Он хорошее место выбрал – ни обойти его немцы не могли, ни заметить. А себя открывали, потому что перед его секретом проплешина в березняке шла. Конечно, он стрелять отсюда спокойно мог, без промаха, но не уверен был, что выстрелы до основной группы не докатятся, а до поры шум поднимать было невыгодно. Поэтому он сразу наган вновь в кобуру сунул, клапан застегнул, чтоб, случаем, не выпал, и проверил, легко ли ходит в ножнах финский трофейный нож.

И тут фрицы впервые открыто показались в редком березнячке, в весенних еще, кружевных листах. Как и ожидал Федот Евграфыч, их было двое, и впереди шел дюжий детина с автоматом на правом плече. Самое время было их из нагана достать, самое время, но старшина опять отогнал эту мысль, но не потому уже, что выстрелов боялся, а потому, что Соню вспомнил и не мог теперь легкой смертью казнить. Око за око, нож за нож – только так сейчас дело решалось, только так.

Немцы свободно шли, без опаски; задний даже галету грыз, облизывая губы. Старшина определил ширину их шага, просчитал, прикинул, когда с ним поравняются, вынул финку и, когда первый подошел на добрый прыжок, крякнул два раза коротко и часто, как утка. Немцы враз вскинули головы, но тут Комелькова грохнула позади них прикладом о скалу, они резко повернулись на шум, и Васков прыгнул.

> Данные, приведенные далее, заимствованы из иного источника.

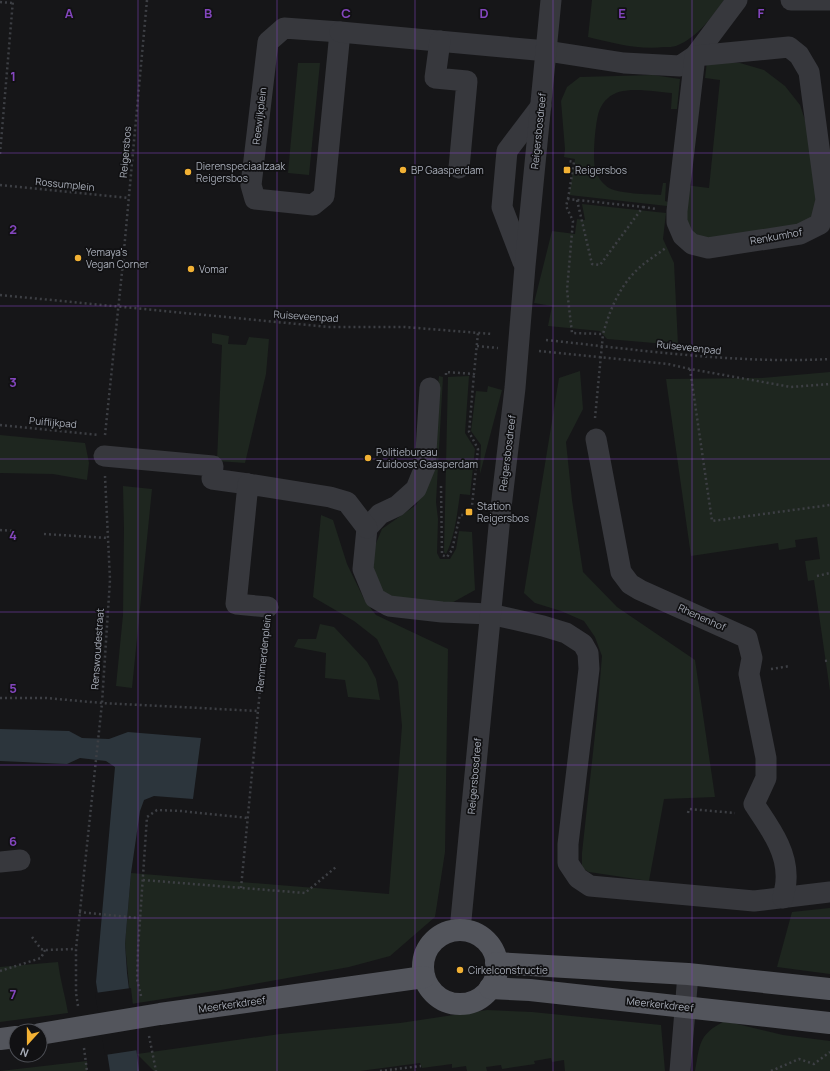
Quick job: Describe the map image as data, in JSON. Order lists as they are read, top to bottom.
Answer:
{
  "streets": {
    "main road": ["Meerkerkdreef"],
    "street": [
      "Reewijkplein",
      "Reigersbosdreef",
      "Renkumhof",
      "Rhenenhof",
      "Remmerdenplein"
    ],
    "path": [
      "Reigersbos",
      "Rossumplein",
      "Ruiseveenpad",
      "Puiflijkpad",
      "Renswoudestraat"
    ]
  },
  "crossings": [
    ["Reewijkplein", "Reigersbosdreef"],
    ["Reewijkplein", "Renkumhof"],
    ["Reigersbosdreef", "Renkumhof"],
    ["Reigersbosdreef", "Meerkerkdreef"],
    ["Reigersbos", "Rossumplein"],
    ["Reigersbos", "Ruiseveenpad"],
    ["Reigersbos", "Renswoudestraat"],
    ["Ruiseveenpad", "Renswoudestraat"],
    ["Puiflijkpad", "Renswoudestraat"]
  ],
  "places": {
    "other": [
      "BP Gaasperdam",
      "Dierenspeciaalzaak Reigersbos",
      "Yemaya's Vegan Corner",
      "Vomar",
      "Politiebureau Zuidoost Gaasperdam",
      "Cirkelconstructie"
    ],
    "transit": ["Reigersbos", "Station Reigersbos"]
  },
  "north": "bottom",
  "grid": {
    "columns": [
      "A",
      "B",
      "C",
      "D",
      "E",
      "F"
    ],
    "rows": [
      "1",
      "2",
      "3",
      "4",
      "5",
      "6",
      "7"
    ]
  }
}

Он точно рассчитал прыжок: и мгновение точно выбрано было, и расстояние отмерено – тик в тик. Упал немцу на спину, сжав коленями локти. И не успел фриц тот ни вздохнуть, ни вздрогнуть, как старшина рванул его левой рукой за лоб, задирая голову назад, и полоснул отточенным лезвием по натянутому горлу.

Именно так все задумано было: как барана, чтоб крикнуть не мог, чтоб хрипел только, кровью исходя. И когда он валиться начал, комендант уже спрыгнул с него и метнулся ко второму.

Всего мгновение прошло, одно мгновение, второй немец еще спиной стоял, еще поворачивался. Но то ли сил у Васкова на новый прыжок не хватило, то ли промешкал он, а только не достал этого немца ножом. Автомат вышиб, да при этом и собственную финку выронил, в крови она вся была, скользкая, как мыло.

Глупо получилось: вместо боя – драка, кулачки какие-то. Фриц, хоть и нормального роста, цепкий попался, жилистый, никак его Васков согнуть не мог, под себя подмять. Барахтались на мху меж камней и березок, но немец помалкивал покуда: то ли одолеть старшину рассчитывал, то ли просто силы берег.